Оправила между колен серо-голубую ткань, молча, быстро – обклеила всего меня улыбкой, ушла.
И – к счастью, солнце сегодня еще не остановилось, солнце бежало, и вот уже 16, я стучу в дверь – сердце стучит…
– Войдите!
На пол – возле ее кресла, обняв ее ноги, закинув голову вверх, смотреть в глаза – поочередно, в один и в другой – и в каждом видеть себя – в чудесном плену…

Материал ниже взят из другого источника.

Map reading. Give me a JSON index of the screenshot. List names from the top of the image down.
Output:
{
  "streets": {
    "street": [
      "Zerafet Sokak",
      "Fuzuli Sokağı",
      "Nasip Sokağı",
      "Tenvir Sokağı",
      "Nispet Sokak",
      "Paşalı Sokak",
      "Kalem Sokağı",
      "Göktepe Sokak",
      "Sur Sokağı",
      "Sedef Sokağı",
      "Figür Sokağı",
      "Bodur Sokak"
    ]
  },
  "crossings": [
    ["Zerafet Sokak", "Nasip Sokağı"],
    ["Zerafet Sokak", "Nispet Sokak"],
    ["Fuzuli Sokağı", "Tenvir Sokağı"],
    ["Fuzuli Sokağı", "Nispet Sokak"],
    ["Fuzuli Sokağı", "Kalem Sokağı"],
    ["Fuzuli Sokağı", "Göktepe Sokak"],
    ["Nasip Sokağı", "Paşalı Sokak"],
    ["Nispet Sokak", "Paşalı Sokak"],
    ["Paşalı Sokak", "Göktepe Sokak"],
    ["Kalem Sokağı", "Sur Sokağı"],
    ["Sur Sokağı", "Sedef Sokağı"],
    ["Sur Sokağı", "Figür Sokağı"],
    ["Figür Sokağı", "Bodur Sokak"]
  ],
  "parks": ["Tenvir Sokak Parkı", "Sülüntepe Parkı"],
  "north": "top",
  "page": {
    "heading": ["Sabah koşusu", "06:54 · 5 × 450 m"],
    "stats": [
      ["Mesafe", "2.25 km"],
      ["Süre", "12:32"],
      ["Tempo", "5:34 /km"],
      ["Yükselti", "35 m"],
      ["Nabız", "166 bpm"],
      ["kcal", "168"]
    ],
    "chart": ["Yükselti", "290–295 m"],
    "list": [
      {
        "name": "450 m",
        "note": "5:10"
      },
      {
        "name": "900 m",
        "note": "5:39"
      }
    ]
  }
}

А там, за стеною, буря, там – тучи все чугуннее: пусть! В голове – тесно, буйные – через край – слова, и я вслух вместе с солнцем лечу куда-то… нет, [теперь] мы уже знаем, куда – и за мною планеты – планеты, брызжущие пламенем и населенные огненными, поющими цветами – и планеты немые, синие, где разумные камни объединены в организованные общества – планеты, достигшие, как наша земля, вершины абсолютного, стопроцентного счастья…
И вдруг – сверху:
– А ты не думаешь, что вершина – это именно объединенные в организованное общество камни?

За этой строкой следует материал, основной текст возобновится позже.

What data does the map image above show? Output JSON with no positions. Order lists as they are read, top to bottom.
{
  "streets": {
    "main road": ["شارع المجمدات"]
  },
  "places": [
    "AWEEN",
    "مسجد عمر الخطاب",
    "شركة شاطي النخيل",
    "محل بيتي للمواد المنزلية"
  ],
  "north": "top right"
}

И все острее, все темнее треугольник:
– А счастье… Что же? Ведь желания – мучительны, не так ли? И ясно: счастье – когда нет уже никаких желаний, нет ни одного… Какая ошибка, какой нелепый предрассудок, что мы до сих пор перед счастьем – ставили знак плюс, перед абсолютным счастьем – конечно, минус – божественный минус.

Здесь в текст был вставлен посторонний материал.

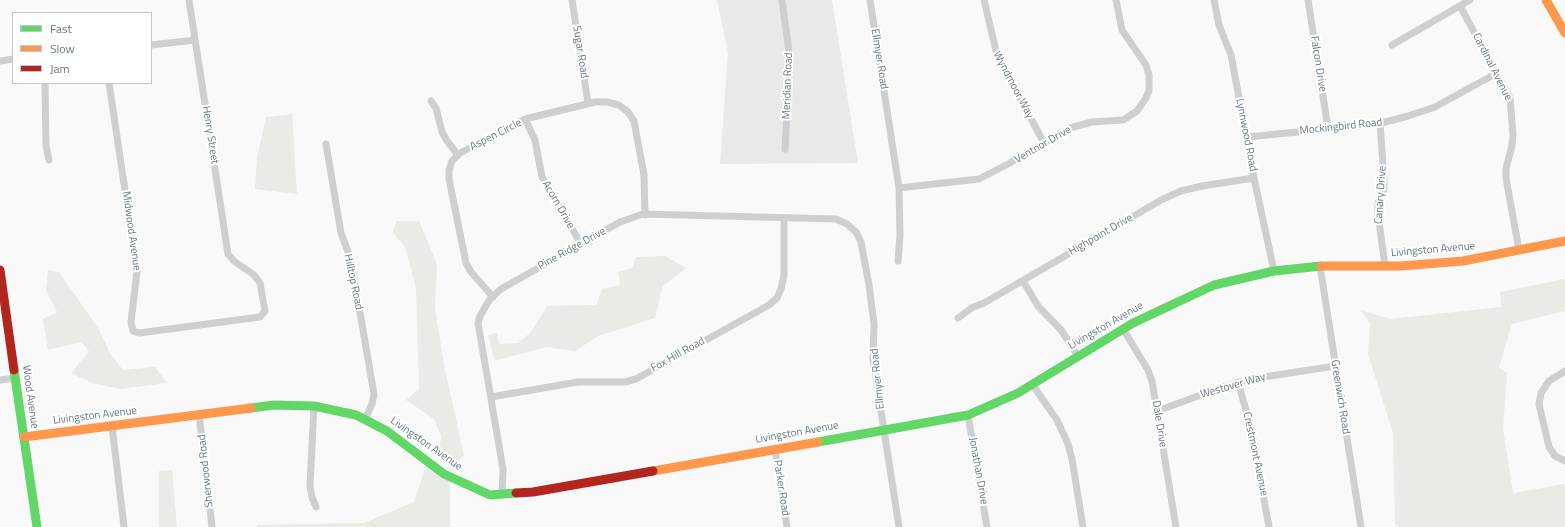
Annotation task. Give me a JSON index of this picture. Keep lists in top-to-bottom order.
{
  "streets": {
    "street": [
      "Sugar Road",
      "Ellmyer Road",
      "Falcon Drive",
      "Cardinal Avenue",
      "Wyndmoor Way",
      "Meridian Road",
      "Mockingbird Road",
      "Henry Street",
      "Aspen Circle",
      "Lynnwood Road",
      "Ventnor Drive",
      "Canary Drive",
      "Acorn Drive",
      "Midwood Avenue",
      "Highpoint Drive",
      "Pine Ridge Drive",
      "Livingston Avenue",
      "Hilltop Road",
      "Fox Hill Road",
      "Westover Way",
      "Wood Avenue",
      "Greenwich Road",
      "Dale Drive",
      "Crestmont Avenue",
      "Sherwood Road",
      "Jonathan Drive",
      "Parker Road"
    ]
  },
  "crossings": [
    ["Sugar Road", "Aspen Circle"],
    ["Ellmyer Road", "Ventnor Drive"],
    ["Ellmyer Road", "Pine Ridge Drive"],
    ["Ellmyer Road", "Livingston Avenue"],
    ["Falcon Drive", "Mockingbird Road"],
    ["Cardinal Avenue", "Mockingbird Road"],
    ["Cardinal Avenue", "Livingston Avenue"],
    ["Wyndmoor Way", "Ventnor Drive"],
    ["Mockingbird Road", "Lynnwood Road"],
    ["Mockingbird Road", "Canary Drive"],
    ["Henry Street", "Midwood Avenue"],
    ["Aspen Circle", "Acorn Drive"],
    ["Aspen Circle", "Pine Ridge Drive"],
    ["Lynnwood Road", "Highpoint Drive"],
    ["Lynnwood Road", "Livingston Avenue"],
    ["Canary Drive", "Livingston Avenue"],
    ["Acorn Drive", "Pine Ridge Drive"],
    ["Pine Ridge Drive", "Livingston Avenue"],
    ["Pine Ridge Drive", "Fox Hill Road"],
    ["Livingston Avenue", "Hilltop Road"],
    ["Livingston Avenue", "Wood Avenue"],
    ["Livingston Avenue", "Greenwich Road"],
    ["Livingston Avenue", "Dale Drive"],
    ["Livingston Avenue", "Sherwood Road"],
    ["Livingston Avenue", "Jonathan Drive"],
    ["Livingston Avenue", "Parker Road"],
    ["Westover Way", "Greenwich Road"],
    ["Westover Way", "Dale Drive"],
    ["Westover Way", "Crestmont Avenue"]
  ],
  "legend": ["Fast", "Slow", "Jam"]
}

Я – помню – растерянно пробормотал:
– Абсолютный минус – 273°…
– Минус 273 – именно. Немного прохладно, но разве это-то самое и не доказывает, что мы – на вершине.
Как тогда, давно – она говорила как-то за меня, мною – развертывала до конца мои мысли. Но было в этом что-то такое жуткое – я не мог – и с усилием вытащил из себя «нет».
– Нет, – сказал я. – Ты… ты шутишь…
Она засмеялась, громко – слишком громко. Быстро, в секунду, досмеялась до какого-то края – оступилась – вниз… Пауза.
Встала. Положила мне руки на плечи. Долго, медленно смотрела. Потом притянула к себе – и ничего нет; только ее острые, горячие губы.
– Прощай!
Это – издалека, сверху, и дошло до меня нескоро – может быть, через минуту, через две.
– Как так «прощай»?
– Ты же болен, ты из-за меня совершал преступления, – разве тебе не было мучительно? А теперь Операция – и ты излечишься от меня. И это – прощай.
– Нет, – закричал я.
Беспощадно-острый, черный треугольник на белом:
– Как? Не хочешь счастья?
Голова у меня расскакивалась, два логических поезда столкнулись, лезли друг на друга, крушили, трещали…
– Ну что же, я жду – выбирай: Операция и стопроцентное счастье – или…
– «Не могу без тебя, не надо без тебя», – сказал я или только подумал – не знаю, но I слышала.
– Да, я знаю, – ответила мне. И потом – все еще держа у меня на плечах свои руки и глазами не отпуская моих глаз:
– Тогда – до завтра. Завтра – в двенадцать: ты помнишь?
– Нет. Отложено на один день… Послезавтра…
– Тем лучше для нас. В двенадцать – послезавтра…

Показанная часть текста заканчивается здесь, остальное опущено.